Please copy out all lines of the entries that contain the word "absolute".

RECORDS FOR THE EXERCISE |
----------
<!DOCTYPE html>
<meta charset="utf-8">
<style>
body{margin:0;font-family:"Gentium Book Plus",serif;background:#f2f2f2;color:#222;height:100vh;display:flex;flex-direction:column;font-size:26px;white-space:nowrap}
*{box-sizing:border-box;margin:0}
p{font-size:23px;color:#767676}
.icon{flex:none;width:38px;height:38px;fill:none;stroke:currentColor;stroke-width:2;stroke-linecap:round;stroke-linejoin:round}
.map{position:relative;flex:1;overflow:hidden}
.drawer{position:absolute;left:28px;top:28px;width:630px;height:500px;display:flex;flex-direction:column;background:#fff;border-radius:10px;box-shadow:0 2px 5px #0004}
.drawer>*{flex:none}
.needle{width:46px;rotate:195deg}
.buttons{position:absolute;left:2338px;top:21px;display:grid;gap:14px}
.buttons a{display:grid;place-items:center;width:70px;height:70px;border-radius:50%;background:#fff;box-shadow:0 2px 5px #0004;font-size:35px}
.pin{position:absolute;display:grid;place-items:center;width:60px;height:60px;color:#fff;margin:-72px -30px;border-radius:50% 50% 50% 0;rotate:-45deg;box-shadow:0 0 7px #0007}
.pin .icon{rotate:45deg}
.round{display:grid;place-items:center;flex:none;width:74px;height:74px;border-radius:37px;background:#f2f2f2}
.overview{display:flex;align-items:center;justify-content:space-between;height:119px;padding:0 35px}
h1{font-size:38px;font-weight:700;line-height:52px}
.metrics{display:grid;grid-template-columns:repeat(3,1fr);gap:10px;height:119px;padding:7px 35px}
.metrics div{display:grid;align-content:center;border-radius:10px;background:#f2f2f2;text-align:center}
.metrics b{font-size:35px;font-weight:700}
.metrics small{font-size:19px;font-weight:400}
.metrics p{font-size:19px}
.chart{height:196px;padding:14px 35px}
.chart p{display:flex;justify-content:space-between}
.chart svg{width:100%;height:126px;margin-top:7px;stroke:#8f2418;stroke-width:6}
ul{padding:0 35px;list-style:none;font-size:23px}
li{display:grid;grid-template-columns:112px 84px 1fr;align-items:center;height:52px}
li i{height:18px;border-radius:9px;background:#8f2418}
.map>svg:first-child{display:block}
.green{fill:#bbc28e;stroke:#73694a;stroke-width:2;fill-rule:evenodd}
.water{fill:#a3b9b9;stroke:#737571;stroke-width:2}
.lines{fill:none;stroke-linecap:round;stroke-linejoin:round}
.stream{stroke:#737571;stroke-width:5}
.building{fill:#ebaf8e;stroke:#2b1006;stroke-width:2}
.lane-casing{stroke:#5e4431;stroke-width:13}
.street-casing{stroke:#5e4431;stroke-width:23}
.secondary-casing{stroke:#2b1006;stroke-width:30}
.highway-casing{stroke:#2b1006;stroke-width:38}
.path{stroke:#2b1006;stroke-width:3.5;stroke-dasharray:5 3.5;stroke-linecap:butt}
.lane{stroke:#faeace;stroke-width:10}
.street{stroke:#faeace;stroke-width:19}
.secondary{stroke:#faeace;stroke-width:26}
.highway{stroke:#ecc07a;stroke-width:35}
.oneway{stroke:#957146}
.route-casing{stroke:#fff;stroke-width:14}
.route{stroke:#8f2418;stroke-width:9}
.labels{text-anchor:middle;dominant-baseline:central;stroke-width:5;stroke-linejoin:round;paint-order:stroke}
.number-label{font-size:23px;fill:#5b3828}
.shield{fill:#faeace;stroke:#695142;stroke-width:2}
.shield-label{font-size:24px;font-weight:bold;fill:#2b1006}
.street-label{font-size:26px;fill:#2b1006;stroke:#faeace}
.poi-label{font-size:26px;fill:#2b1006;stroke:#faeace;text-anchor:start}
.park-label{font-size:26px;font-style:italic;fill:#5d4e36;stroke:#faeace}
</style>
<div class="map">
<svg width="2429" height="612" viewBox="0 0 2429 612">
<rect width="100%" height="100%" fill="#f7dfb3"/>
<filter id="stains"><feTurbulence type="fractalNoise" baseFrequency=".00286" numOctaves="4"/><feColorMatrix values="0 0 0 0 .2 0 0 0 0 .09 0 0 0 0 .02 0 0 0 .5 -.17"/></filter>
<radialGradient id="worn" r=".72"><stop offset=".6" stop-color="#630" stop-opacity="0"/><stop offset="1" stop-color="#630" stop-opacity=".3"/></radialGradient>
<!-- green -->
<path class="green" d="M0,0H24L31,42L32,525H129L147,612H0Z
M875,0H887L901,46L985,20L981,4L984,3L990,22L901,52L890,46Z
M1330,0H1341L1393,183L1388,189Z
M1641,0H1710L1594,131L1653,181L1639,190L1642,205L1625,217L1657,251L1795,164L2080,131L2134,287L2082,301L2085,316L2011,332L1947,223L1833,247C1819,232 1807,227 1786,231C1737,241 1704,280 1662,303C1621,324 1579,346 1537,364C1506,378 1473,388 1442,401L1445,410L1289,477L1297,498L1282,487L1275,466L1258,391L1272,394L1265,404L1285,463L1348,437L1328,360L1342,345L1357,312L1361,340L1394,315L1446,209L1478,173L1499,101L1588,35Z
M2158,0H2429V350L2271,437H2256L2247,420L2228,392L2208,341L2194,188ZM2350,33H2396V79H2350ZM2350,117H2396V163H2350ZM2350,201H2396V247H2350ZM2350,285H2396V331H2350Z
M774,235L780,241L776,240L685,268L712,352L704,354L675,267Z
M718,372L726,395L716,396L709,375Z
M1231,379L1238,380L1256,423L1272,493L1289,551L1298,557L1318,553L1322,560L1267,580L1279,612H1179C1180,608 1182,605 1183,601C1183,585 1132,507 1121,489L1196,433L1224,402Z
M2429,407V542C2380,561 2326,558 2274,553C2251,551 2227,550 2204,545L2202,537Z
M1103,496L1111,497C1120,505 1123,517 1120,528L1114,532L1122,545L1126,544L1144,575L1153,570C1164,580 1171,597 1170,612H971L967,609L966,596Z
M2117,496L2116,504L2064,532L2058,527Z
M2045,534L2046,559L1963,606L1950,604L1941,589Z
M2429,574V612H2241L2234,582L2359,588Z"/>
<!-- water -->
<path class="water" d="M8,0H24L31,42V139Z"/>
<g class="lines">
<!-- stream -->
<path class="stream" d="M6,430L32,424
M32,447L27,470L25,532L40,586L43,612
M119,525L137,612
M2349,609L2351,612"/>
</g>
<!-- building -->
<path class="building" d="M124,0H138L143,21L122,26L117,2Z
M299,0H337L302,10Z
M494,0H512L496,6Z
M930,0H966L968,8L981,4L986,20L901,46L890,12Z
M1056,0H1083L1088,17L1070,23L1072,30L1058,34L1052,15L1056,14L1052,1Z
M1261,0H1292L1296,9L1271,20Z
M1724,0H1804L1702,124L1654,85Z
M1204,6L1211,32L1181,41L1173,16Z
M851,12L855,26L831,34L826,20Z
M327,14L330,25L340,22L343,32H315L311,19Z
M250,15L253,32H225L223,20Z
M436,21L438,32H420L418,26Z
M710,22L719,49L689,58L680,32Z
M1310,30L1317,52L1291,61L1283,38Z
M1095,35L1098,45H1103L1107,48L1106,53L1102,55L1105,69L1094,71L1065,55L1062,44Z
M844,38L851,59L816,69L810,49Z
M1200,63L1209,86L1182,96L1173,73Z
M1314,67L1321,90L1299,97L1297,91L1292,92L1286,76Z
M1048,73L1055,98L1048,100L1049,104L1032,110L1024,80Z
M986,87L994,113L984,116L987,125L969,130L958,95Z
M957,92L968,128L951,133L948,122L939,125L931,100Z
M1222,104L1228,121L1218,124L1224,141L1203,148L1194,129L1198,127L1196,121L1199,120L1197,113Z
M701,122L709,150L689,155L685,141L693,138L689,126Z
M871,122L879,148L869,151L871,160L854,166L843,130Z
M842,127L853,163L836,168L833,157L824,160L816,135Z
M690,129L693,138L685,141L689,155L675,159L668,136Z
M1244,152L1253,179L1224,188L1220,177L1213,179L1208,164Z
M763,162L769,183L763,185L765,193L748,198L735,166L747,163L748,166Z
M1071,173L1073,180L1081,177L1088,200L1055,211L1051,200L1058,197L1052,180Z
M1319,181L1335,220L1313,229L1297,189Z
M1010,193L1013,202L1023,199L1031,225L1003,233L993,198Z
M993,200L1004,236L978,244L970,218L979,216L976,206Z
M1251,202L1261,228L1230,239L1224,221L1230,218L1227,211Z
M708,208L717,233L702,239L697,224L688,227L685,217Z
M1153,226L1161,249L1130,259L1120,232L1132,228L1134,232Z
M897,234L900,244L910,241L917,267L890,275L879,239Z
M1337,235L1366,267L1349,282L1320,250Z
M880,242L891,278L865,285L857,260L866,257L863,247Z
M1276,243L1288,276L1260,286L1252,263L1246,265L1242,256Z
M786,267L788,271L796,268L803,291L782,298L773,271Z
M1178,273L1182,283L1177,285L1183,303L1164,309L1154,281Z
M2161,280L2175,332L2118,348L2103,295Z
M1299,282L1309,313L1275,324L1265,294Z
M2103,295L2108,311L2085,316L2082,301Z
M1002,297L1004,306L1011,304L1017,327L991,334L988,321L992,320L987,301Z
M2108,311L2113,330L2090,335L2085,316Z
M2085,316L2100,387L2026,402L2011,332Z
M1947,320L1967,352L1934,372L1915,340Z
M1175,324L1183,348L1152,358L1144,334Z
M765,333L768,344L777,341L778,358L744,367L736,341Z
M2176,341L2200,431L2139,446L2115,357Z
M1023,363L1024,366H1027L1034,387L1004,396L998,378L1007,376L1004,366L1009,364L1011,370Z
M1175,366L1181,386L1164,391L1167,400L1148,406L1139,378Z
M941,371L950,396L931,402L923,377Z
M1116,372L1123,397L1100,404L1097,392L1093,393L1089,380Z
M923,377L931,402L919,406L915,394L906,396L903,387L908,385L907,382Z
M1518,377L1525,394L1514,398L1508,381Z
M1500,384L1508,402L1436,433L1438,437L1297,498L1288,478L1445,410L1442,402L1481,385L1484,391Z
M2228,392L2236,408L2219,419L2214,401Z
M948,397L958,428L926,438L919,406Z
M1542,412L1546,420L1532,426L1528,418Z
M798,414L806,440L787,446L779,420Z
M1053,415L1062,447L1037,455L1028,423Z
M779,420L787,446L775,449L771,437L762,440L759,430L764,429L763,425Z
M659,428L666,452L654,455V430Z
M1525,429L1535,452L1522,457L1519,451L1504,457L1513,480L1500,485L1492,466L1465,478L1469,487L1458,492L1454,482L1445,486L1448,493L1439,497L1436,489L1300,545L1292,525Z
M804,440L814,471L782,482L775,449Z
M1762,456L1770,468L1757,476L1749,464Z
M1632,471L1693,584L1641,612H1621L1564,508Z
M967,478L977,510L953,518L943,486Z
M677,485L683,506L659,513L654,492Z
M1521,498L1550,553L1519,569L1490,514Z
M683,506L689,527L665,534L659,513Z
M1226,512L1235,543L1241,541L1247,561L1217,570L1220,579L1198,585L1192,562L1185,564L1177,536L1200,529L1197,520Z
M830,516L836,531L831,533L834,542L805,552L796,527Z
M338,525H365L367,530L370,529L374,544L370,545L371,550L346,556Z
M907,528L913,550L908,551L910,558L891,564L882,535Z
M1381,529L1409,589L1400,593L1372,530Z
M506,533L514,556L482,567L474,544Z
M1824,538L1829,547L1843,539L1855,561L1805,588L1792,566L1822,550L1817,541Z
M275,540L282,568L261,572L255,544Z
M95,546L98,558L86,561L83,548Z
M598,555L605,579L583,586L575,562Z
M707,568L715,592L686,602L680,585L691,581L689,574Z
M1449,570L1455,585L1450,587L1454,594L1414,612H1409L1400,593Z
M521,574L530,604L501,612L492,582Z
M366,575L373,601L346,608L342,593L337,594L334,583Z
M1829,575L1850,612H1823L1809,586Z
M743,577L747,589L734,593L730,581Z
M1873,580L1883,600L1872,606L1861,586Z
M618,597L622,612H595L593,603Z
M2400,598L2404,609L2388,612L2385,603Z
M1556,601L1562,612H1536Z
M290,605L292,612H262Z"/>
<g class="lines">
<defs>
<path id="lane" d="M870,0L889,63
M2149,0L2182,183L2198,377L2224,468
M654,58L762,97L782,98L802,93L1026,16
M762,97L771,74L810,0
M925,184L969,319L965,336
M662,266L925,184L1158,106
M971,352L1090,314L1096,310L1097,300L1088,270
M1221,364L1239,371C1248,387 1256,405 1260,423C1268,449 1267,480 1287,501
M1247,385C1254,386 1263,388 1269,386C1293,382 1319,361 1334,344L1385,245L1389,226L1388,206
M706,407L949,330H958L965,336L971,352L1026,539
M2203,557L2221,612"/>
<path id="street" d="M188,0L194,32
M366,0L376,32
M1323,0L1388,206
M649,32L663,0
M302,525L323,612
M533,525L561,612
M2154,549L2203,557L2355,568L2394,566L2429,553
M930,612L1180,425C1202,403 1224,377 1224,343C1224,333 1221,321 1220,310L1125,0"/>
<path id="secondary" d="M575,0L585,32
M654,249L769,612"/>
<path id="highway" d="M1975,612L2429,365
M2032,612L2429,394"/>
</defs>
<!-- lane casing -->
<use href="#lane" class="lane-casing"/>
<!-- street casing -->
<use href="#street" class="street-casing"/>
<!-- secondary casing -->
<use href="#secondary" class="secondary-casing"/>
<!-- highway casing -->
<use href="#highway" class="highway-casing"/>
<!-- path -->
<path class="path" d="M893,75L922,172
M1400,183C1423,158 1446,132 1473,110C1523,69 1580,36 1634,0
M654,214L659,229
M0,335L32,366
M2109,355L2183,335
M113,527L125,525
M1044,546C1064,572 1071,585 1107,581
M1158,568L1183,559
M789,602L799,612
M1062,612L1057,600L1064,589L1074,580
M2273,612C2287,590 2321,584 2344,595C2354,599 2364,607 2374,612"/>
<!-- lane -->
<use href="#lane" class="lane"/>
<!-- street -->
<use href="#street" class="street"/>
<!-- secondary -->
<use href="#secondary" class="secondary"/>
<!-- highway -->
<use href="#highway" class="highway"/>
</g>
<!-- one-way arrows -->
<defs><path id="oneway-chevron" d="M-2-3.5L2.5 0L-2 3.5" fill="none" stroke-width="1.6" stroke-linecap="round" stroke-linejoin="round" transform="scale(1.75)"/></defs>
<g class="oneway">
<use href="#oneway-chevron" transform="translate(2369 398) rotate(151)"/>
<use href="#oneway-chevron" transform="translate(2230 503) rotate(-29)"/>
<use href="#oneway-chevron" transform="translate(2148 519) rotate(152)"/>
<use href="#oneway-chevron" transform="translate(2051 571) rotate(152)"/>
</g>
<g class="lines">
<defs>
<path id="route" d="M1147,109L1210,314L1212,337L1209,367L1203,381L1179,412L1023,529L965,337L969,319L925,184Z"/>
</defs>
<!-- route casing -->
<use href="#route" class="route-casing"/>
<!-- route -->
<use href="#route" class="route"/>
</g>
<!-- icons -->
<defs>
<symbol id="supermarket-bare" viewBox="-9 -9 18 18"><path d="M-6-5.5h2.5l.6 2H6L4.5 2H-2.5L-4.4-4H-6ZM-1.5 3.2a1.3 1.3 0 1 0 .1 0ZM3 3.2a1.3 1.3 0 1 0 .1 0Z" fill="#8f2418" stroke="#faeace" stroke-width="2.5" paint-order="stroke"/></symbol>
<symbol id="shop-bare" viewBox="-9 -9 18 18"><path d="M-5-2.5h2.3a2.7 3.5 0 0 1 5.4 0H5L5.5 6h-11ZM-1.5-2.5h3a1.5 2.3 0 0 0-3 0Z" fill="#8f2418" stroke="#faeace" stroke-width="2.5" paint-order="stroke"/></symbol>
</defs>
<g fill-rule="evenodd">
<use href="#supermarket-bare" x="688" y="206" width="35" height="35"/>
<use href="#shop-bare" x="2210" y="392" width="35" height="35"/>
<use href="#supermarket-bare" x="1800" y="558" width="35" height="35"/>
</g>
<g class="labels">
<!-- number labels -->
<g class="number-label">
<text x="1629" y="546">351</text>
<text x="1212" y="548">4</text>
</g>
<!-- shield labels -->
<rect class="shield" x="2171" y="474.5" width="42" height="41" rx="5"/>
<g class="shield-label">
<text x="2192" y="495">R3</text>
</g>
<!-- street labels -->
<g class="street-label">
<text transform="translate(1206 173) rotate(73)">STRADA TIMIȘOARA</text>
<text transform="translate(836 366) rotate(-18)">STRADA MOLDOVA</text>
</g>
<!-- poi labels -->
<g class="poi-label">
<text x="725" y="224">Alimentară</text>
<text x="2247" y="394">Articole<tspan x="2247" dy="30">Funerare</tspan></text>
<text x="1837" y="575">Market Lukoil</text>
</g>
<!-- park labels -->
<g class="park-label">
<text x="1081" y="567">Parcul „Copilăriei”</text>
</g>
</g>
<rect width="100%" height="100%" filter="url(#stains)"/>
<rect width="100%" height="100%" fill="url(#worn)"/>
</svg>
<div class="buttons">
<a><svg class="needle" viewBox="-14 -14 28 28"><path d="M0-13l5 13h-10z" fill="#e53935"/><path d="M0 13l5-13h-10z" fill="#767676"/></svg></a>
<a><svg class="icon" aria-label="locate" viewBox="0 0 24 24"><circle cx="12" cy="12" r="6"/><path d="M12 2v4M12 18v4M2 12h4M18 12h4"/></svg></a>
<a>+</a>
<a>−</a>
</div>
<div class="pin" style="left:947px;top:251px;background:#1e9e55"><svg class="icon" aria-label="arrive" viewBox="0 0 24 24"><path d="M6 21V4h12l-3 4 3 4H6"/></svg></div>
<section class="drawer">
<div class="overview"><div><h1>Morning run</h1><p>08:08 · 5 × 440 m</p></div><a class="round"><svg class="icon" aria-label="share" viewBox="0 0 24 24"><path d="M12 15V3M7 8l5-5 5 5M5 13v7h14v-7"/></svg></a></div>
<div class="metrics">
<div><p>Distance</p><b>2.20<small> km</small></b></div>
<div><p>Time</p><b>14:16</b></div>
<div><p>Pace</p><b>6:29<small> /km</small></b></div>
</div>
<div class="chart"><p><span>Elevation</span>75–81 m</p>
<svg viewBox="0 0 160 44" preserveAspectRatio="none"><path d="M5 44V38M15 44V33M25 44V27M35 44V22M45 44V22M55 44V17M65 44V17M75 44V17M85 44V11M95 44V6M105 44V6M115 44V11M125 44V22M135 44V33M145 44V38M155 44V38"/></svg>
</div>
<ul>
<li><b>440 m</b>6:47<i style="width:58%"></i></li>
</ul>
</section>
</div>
----------
RESULT |
.drawer{position:absolute;left:28px;top:28px;width:630px;height:500px;display:flex;flex-direction:column;background:#fff;border-radius:10px;box-shadow:0 2px 5px #0004}
.buttons{position:absolute;left:2338px;top:21px;display:grid;gap:14px}
.pin{position:absolute;display:grid;place-items:center;width:60px;height:60px;color:#fff;margin:-72px -30px;border-radius:50% 50% 50% 0;rotate:-45deg;box-shadow:0 0 7px #0007}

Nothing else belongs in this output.